Worms and fish may be the key to helping people with injured nervous systems.

Repairing the nervous system is a difficult task. Some injuries can be fixed with varying degrees of success and some damage causes lifelong disability.


However according to a University of Queensland press release, researchers at the Queensland Brain Institute (QBI) have been studying nerve injuries in roundworms and the roundworms have revealed a different method for which regeneration can happen. This method will take medical scientists a step closer to figuring out how to encourage repair in the nervous system.


“Though damaged nerves reconnect in a number of different ways, the underlying mechanisms remain poorly understood,” says Dr Brent Neumann, the postdoctoral fellow who conducted the research in the laboratory of Dr Massimo Hilliard.


The research was published this month in the latest issue of Developmental Dynamics.

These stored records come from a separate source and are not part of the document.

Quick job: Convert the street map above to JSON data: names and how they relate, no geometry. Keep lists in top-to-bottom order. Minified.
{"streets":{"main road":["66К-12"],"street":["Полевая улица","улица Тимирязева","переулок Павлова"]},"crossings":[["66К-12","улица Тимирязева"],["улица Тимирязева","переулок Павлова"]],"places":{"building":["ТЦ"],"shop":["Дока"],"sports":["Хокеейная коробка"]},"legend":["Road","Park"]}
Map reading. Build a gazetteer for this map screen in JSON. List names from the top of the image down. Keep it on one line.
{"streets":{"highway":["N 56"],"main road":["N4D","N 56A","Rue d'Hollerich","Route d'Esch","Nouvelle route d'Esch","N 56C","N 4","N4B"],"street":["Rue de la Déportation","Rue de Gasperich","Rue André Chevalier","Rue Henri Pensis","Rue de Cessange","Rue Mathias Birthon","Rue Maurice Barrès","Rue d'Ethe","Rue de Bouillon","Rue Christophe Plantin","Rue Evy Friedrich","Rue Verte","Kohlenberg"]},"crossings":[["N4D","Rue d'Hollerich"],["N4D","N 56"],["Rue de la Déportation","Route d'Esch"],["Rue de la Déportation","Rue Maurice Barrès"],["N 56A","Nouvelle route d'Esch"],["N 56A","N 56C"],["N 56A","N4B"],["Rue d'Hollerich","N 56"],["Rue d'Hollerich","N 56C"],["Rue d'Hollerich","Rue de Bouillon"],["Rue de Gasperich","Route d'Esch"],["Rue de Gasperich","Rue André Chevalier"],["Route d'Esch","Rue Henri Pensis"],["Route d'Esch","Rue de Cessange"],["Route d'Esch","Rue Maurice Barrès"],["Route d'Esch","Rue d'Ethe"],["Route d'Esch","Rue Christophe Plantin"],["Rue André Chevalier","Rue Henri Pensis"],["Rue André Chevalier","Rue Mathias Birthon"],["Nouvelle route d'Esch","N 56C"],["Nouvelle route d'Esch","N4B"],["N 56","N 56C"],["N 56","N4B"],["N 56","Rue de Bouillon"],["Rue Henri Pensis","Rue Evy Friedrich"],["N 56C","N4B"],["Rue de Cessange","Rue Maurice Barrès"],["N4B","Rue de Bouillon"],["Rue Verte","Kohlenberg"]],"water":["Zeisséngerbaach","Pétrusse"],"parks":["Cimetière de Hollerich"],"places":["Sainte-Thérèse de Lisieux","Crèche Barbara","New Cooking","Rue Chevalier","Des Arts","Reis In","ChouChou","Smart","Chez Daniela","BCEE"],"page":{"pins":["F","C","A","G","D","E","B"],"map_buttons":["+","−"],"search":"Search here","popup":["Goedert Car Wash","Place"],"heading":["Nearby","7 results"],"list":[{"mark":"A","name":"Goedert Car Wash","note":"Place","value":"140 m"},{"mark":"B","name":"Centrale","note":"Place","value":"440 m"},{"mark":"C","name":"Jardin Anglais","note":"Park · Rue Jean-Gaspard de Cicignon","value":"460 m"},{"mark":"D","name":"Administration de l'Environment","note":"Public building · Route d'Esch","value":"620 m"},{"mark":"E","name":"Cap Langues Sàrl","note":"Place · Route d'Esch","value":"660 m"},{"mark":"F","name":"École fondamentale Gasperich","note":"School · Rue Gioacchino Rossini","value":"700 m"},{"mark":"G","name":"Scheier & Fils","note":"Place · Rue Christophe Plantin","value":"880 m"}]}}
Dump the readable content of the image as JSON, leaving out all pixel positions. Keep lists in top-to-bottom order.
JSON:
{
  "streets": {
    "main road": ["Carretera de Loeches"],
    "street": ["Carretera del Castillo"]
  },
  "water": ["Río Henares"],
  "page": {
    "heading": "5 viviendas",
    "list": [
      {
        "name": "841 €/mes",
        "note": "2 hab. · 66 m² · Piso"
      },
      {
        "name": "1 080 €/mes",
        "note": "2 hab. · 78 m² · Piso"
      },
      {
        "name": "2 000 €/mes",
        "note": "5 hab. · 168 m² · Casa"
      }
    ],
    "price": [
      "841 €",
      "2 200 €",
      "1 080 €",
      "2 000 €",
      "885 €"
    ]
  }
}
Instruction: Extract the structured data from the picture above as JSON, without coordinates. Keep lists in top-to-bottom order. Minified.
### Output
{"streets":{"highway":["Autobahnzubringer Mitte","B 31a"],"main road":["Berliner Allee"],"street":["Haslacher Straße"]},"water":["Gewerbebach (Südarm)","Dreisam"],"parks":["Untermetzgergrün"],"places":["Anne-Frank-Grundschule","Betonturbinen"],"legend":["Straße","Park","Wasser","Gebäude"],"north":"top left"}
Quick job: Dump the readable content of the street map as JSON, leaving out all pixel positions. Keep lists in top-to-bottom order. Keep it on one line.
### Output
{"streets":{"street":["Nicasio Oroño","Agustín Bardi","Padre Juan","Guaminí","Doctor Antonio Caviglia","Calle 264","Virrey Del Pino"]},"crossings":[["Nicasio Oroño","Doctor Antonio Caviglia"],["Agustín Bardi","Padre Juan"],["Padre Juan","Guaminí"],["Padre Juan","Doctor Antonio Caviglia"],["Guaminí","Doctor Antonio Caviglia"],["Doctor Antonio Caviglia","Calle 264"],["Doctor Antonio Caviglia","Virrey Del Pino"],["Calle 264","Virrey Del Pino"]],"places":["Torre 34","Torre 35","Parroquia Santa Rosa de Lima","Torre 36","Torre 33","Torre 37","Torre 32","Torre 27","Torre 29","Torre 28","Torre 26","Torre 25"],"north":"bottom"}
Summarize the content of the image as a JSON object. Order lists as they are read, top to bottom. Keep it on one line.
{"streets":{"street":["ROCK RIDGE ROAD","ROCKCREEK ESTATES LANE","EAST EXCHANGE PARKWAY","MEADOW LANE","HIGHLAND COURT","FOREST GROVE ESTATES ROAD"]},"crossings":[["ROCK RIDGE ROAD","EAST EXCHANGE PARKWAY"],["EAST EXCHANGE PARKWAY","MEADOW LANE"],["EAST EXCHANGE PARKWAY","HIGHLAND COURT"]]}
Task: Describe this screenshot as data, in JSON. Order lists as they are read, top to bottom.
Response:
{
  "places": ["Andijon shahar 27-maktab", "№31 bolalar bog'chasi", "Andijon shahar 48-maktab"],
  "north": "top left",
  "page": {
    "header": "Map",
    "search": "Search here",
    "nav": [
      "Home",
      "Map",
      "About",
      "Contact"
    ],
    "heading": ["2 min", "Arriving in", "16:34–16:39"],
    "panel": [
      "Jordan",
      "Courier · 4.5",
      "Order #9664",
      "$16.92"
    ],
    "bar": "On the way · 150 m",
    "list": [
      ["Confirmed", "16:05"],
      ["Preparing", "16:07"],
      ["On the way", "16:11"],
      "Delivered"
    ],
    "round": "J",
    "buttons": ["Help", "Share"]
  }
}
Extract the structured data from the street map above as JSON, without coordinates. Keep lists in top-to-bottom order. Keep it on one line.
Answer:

It studies a process called axonal fusion, which has been seen in crayfish, earthworms, leeches and now the lowly roundworm  Caenorhabditis elegans (or C. elegans).


It suggests a profoundly different instrument for regeneration of axons (which are long structures that look like cables and conduct electrical impulses between neurons) than those conventionally offered.


By using imaging, the QBI study displayed that axonal fusion is a very effective technique for restoring neuronal connections with the targeted tissue.


Dr Neumann has said that transected (severed) axons can restore their routes by connecting just the damage site instead of regrowing their whole span beyond an injury site.


“In the worm, this process happens automatically a certain percentage of the time,” Dr Hilliard explains. “As C. elegans are highly accessible for genetic analyses, future research will focus on the cellular and molecular mechanisms regulating the process – and how to make it happen when it doesn’t do so naturally.”

“We do not know yet if something similar occurs in humans, but if it is not in place it doesn’t mean we can’t make it happen,” he said

The fish/worm research was carried out in partnership with Professor David Hall of the Albert Einstein College of Medicine in New York, and Associate Professor Adela Ben-Yakar of the University of Texas at Austin.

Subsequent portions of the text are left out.